I’m not sure if this is a bug, an unfortunate property of the Mastercard system or a potential future increased security feature for Revolut.
I had “Location based security”, “Disable magstripe payments” and “Disable e-commerce transactions” turned on for my card. I then took a taxi, and asked if I could pay by Mastercard, the driver said yes. But when I reached my destination, he pulled out one of those ancient old school zip zap machines where they stick your card in and take an impression of it, then get you to sign for the amount.
Later, I realised this wouldn’t work due to my security settings and had been trying to get hold of the driver (hard as the only contact I had for him was a a phone number which he never answered). But fast forward two weeks, and the payment magically disappeared from my card.
My impression from the Revolut security settings, was that I could just flap the card around in public like a crazy man, and no one could withdraw money from it without connecting via NFC or using the chip directly, along with my pin number. I thought that “e-commerce transactions” was just a reference to the card number being usable directly.

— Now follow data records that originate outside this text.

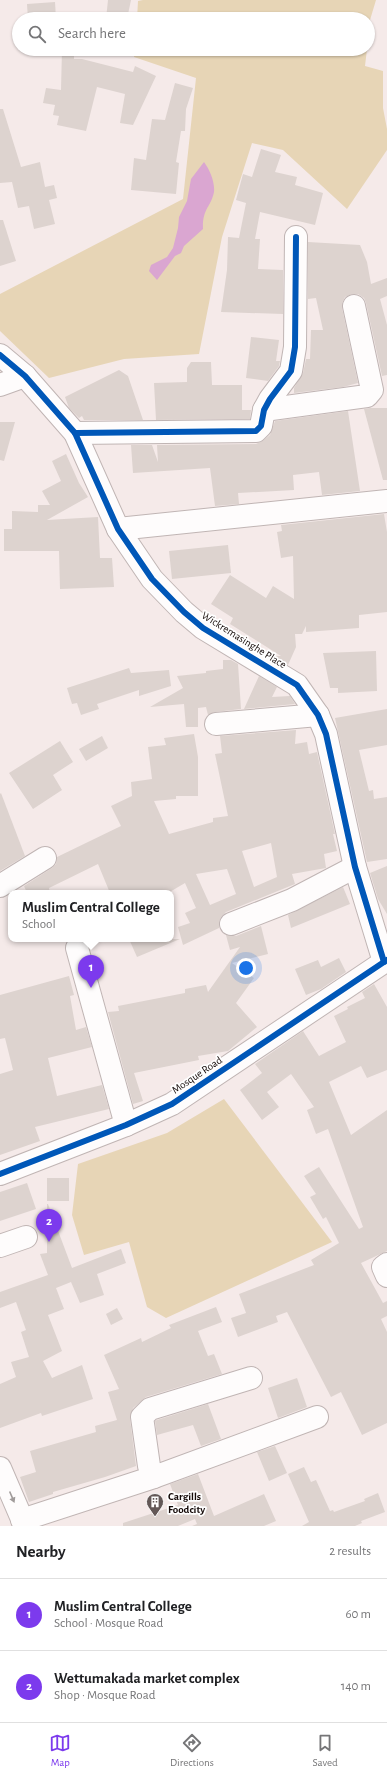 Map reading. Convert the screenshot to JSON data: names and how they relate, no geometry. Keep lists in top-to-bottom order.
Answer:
{
  "streets": {
    "main road": ["Wickremasinghe Place", "Mosque Road"]
  },
  "crossings": [
    ["Wickremasinghe Place", "Mosque Road"]
  ],
  "places": {
    "building": ["Cargills Foodcity"]
  },
  "page": {
    "search": "Search here",
    "popup": ["Muslim Central College", "School"],
    "pins": ["1", "2"],
    "heading": ["Nearby", "2 results"],
    "list": [
      {
        "mark": "1",
        "name": "Muslim Central College",
        "note": "School · Mosque Road",
        "value": "60 m"
      },
      {
        "mark": "2",
        "name": "Wettumakada market complex",
        "note": "Shop · Mosque Road",
        "value": "140 m"
      }
    ],
    "nav": ["Map", "Directions", "Saved"]
  }
}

If an impression of the card can be used for doing transactions, then this could be used without our knowledge, much like any other “credit” card. So long as someone has your name, number etc. they can make their own fake impression of the card and start doing illegal transactions with it, making the “e-commerce transactions” block somewhat moot for stopping people using your card illegally (which is mostly what I had thought it’s purpose was for).